- _WORK ORDER_
Identify every line in the records below that contains the word "neighbourhood", and copy each of those lines.

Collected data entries
_ _ _ _ _

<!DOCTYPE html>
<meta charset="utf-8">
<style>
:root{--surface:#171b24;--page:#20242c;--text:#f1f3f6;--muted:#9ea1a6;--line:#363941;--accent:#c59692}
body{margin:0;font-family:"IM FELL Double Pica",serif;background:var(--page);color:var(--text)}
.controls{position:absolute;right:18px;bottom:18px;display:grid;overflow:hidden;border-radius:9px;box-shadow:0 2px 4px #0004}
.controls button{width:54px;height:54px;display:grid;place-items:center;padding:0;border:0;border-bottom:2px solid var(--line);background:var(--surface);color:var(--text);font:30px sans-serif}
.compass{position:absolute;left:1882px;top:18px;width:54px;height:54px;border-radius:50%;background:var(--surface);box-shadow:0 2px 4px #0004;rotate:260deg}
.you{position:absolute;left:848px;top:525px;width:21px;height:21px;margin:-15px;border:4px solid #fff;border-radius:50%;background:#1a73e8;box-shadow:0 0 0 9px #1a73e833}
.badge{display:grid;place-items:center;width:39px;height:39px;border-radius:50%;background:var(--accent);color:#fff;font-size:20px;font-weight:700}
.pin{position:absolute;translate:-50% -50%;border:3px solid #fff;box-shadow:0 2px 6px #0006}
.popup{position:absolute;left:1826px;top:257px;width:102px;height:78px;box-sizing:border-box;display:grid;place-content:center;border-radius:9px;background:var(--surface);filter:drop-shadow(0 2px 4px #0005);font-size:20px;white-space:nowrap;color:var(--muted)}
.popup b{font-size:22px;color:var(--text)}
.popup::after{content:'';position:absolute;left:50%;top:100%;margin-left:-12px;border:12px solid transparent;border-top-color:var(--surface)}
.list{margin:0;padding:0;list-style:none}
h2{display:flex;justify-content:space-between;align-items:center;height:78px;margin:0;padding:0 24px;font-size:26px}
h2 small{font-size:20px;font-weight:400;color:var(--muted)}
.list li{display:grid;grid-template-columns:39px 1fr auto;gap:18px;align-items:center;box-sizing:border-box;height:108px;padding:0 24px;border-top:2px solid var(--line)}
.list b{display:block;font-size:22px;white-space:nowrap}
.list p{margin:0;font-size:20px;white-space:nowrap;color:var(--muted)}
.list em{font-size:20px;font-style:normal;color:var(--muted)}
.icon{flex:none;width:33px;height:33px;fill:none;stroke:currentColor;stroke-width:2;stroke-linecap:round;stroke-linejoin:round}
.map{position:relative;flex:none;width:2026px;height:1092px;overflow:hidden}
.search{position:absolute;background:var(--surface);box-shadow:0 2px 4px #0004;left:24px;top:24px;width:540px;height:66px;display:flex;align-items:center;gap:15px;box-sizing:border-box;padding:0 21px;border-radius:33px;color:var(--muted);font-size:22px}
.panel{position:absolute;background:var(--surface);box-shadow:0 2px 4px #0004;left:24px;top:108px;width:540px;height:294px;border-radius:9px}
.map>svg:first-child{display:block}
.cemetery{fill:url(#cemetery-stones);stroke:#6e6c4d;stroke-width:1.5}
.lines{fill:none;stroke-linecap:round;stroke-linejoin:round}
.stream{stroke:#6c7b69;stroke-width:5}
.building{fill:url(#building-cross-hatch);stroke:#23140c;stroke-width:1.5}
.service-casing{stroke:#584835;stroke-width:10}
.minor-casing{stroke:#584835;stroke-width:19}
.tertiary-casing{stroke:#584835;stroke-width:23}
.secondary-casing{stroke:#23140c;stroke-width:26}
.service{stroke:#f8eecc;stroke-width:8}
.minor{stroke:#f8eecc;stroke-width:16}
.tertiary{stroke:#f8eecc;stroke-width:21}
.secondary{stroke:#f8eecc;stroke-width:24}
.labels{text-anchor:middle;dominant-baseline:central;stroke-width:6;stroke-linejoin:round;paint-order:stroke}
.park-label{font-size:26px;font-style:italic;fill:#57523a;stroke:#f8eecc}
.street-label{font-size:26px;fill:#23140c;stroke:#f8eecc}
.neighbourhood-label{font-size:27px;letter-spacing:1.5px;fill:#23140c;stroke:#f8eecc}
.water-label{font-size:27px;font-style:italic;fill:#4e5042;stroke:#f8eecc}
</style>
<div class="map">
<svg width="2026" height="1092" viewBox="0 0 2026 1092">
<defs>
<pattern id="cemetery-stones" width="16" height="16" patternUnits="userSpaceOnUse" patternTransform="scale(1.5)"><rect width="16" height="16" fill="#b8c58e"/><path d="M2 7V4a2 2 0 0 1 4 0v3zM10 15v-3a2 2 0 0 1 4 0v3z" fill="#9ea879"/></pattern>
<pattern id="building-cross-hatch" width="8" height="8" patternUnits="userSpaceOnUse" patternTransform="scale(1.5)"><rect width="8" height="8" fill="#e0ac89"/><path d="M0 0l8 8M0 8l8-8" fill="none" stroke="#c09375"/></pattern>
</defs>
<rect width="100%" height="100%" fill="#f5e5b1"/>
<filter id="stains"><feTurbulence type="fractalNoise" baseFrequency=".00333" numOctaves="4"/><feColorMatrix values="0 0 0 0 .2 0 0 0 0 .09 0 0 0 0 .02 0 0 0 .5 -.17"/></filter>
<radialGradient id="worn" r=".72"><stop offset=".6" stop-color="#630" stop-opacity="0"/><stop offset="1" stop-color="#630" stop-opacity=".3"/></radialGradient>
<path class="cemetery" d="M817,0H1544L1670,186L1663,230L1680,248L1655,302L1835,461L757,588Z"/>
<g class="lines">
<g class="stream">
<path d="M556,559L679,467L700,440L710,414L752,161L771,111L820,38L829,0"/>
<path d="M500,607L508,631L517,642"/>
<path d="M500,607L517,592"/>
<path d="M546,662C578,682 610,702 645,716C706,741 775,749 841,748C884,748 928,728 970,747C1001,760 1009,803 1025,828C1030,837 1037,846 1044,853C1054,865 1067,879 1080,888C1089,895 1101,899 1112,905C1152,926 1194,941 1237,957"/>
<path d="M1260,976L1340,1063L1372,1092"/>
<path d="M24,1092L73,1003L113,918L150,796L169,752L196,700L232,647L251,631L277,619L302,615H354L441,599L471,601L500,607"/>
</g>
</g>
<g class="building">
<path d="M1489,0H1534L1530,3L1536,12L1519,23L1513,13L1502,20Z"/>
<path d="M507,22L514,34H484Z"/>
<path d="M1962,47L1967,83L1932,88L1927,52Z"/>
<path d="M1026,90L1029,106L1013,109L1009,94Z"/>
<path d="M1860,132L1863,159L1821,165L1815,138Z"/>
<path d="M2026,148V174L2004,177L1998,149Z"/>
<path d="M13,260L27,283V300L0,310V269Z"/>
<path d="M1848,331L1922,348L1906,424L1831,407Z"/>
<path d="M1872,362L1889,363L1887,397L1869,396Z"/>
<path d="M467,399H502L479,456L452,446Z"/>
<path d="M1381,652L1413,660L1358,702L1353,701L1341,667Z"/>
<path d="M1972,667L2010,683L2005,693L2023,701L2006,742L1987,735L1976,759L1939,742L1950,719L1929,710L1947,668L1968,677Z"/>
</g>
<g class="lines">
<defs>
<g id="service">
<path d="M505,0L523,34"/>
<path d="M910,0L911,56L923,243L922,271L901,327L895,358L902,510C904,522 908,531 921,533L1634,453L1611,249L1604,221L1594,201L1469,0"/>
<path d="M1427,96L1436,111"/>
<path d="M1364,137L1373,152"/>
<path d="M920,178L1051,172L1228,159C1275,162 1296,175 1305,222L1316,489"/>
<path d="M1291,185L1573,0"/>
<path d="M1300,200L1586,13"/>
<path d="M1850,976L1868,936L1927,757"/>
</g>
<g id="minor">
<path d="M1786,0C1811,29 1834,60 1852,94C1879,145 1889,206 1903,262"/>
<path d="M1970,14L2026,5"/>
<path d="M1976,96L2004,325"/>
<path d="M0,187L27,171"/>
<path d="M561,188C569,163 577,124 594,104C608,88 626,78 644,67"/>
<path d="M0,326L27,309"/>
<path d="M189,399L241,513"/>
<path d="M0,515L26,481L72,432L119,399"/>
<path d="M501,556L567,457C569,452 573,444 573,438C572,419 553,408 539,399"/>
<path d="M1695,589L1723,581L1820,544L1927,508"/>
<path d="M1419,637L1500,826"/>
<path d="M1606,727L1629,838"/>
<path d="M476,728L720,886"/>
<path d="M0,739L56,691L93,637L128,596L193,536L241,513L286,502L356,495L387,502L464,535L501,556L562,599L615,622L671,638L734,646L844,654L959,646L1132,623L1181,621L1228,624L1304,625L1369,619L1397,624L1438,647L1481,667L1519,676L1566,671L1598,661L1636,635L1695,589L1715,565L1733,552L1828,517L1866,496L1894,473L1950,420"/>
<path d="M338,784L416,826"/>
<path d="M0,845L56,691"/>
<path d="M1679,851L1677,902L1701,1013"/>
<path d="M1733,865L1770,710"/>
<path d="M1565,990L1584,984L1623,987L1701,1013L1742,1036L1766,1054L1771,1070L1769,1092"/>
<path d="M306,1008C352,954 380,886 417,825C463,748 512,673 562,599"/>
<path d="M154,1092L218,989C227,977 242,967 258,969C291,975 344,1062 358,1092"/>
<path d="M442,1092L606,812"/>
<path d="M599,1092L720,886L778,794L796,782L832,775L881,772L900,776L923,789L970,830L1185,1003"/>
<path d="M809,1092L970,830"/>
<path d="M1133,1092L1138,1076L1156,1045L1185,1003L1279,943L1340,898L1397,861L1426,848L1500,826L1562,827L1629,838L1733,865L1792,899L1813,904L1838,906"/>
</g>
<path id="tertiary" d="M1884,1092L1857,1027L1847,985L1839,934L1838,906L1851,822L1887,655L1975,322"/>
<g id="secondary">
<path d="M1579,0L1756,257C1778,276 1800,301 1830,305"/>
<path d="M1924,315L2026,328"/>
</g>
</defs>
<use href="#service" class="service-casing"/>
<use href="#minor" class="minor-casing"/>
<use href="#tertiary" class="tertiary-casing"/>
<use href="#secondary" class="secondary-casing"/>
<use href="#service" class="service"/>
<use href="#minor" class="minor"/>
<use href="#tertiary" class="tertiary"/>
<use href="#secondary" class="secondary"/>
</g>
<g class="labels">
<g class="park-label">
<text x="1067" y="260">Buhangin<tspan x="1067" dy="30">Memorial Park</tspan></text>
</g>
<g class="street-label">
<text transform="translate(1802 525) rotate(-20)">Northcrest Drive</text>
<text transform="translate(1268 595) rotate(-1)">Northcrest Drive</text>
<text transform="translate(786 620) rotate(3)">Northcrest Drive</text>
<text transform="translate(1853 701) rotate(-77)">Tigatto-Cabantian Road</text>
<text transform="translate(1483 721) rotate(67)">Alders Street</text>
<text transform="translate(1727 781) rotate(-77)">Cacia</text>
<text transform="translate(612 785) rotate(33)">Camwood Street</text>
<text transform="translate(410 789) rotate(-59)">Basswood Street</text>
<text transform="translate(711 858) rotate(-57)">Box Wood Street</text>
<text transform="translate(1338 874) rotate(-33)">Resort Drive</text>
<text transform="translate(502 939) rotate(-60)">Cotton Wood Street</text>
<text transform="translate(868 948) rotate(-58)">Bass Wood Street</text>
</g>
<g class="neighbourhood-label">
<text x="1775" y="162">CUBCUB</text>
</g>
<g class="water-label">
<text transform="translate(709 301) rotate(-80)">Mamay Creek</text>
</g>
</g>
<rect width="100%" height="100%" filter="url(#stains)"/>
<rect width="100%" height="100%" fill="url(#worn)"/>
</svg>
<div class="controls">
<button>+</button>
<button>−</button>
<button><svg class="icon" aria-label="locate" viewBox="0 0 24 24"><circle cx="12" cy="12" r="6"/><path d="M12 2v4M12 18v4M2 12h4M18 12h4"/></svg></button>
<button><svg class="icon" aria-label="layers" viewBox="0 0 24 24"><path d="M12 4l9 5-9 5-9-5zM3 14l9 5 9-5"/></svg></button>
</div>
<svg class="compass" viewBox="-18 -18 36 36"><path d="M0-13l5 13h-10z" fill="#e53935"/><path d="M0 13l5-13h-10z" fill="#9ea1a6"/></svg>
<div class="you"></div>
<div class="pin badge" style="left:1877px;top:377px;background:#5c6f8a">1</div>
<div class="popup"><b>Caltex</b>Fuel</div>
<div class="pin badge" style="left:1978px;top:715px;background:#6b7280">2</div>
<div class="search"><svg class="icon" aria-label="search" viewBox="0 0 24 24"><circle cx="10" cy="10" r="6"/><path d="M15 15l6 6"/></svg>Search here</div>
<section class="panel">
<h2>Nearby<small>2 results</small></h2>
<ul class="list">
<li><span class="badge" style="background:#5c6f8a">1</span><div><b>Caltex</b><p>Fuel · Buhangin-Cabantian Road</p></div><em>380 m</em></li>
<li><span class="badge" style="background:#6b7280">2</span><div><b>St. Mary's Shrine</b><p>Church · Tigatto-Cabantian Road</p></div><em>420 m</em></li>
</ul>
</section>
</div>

_ _ _ _ _

- _TASK RESPONSE_
.neighbourhood-label{font-size:27px;letter-spacing:1.5px;fill:#23140c;stroke:#f8eecc}
<g class="neighbourhood-label">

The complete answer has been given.